Can videogames help children read better? New study says yes

Child-friendly action games can improve executive functions needed for reading

skies-of-manawak-screenshot A screenshot from Skies of Manawak, one of the videogames used in the study | Studio Bliquo

Child-friendly action games may improve the reading skills among children, a recent study by researchers in Switzerland has found.

Reading has many complexities, like attention control, that are often neglected. The research found that videogame activities like skiing in a fantasy world or guiding birds over the mountains can improve children's reading abilities.

Daphne Bavelier, professor in the Psychology Section of the Faculty of Psychology and Educational Sciences (FPSE) at the UNIGE, explains that “Reading calls upon several other essential mechanisms that we don’t necessarily think about, such as knowing how to move our eyes on the page or how to use our working memory to link words together in a coherent sentence.”

Angela Pasqualotto, the first author of the study, said action video games can improve skills like vision, the deployment of attention, working memory, and cognitive flexibility.

What is the game? 

The team designed a child-friendly action video game that helps the children to develop several executive functions essential while reading. Named Skies of Manawak, the game is an alternative world where the child is accompanied by Raku, a flying creature. The player has to carry out different missions to save the planets and progress the game. 

The game does not include violence and is suitable for young children.

The study involved the participation of 150 Italian students, aged 8-12, who are typically readers. They were divided into two groups: The first played the game the researchers developed, while the second team played Scratch, a coding game. 

Both games demand players' attention, but in different ways. In the action game, the children have to overcome challenges within a time limit, like remembering a sequence of symbols. On the other hand, Scratch requires reasoning for solving the coding tasks. 

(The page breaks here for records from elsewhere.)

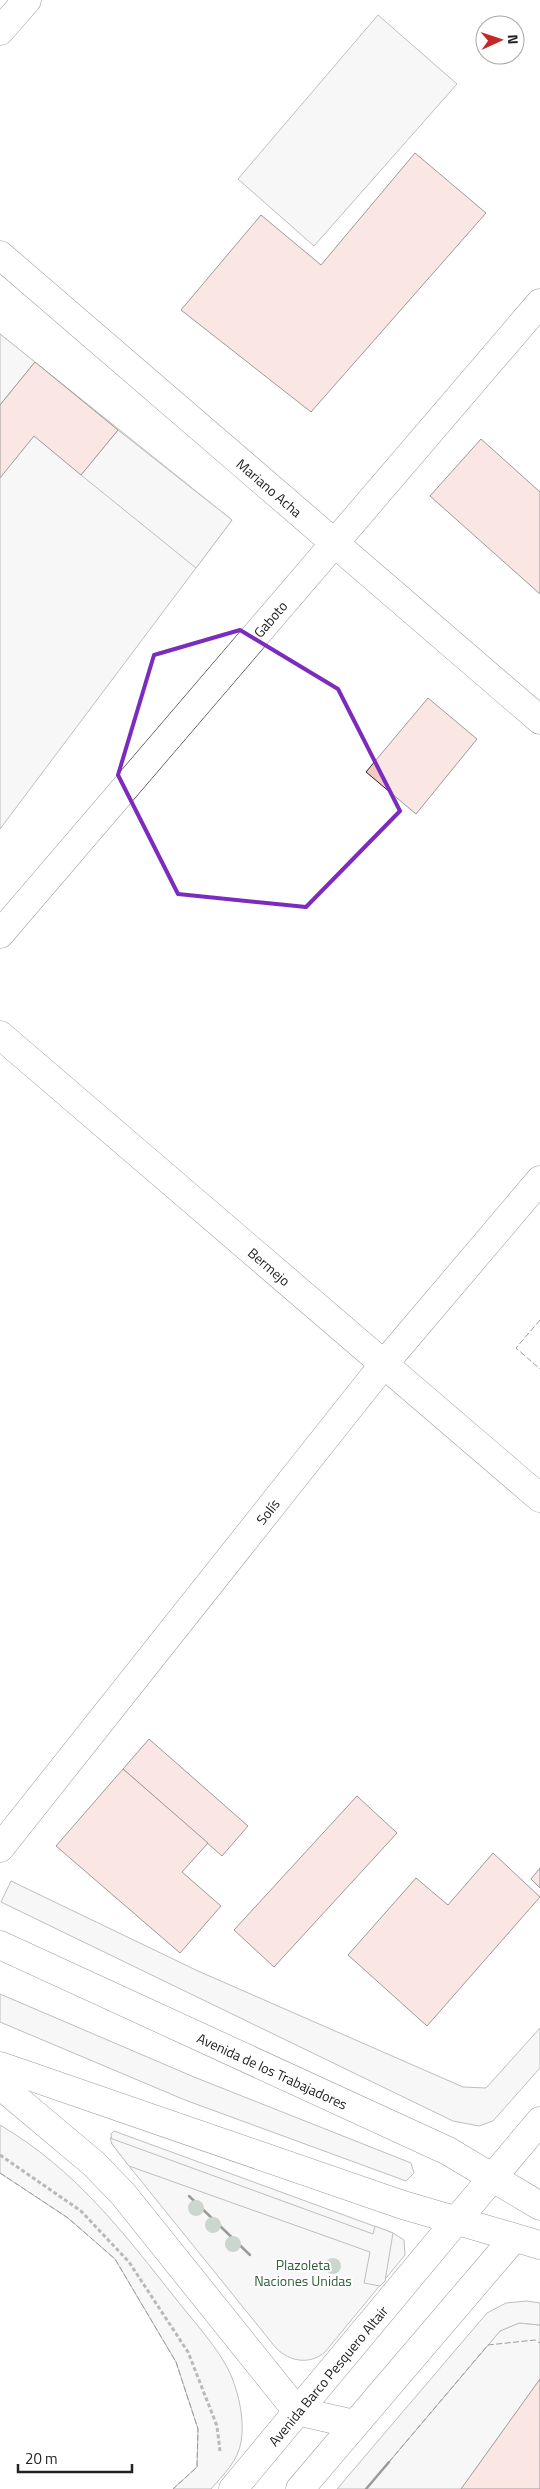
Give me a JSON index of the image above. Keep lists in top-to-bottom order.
{
  "streets": {
    "street": [
      "Mariano Acha",
      "Gaboto",
      "Bermejo",
      "Solís",
      "Avenida de los Trabajadores",
      "Avenida Barco Pesquero Altair"
    ]
  },
  "crossings": [
    ["Mariano Acha", "Gaboto"],
    ["Bermejo", "Solís"],
    ["Avenida de los Trabajadores", "Avenida Barco Pesquero Altair"]
  ],
  "parks": ["Plazoleta Naciones Unidas"],
  "scale_bar": "20 m",
  "north": "right"
}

The children took several tests afterwards to examine their ability to read words, non-words and paragraphs, in addition to a test to measure their attention control.

Relevance of the study

The children were observed for two hours a week over six weeks as they continued their specific training under the guidance of the school. They were tested at the school by clinicians from the Laboratory of Observation Diagnosis and Education (UNITN). 

“We found a 7-fold improvement in attentional control in the children who played the action video game compared to the control group,” says Angela Pasqualotto.

The action game players were also seen to have improved reading speed and accuracy, while Scratch players were found to have no improvements. 

The study was continued in three sets, at six months, twelve months and 18 months after training. On every examination, the action game students performed far better than their counterparts, proving the results can be maintained over time. Moreover, the grades of the trained children increased. 

The game will be launched in several languages, including English, German, and French, through the collaboration of NCCR Evolving Language and the University of Paris LaPsyDé. The video game, along with the reading and attention tests, will be available remotely at home.

The study, “Enhancing reading skills through a video game mixing action mechanics and cognitive training”, was published in Nature Human Behaviour.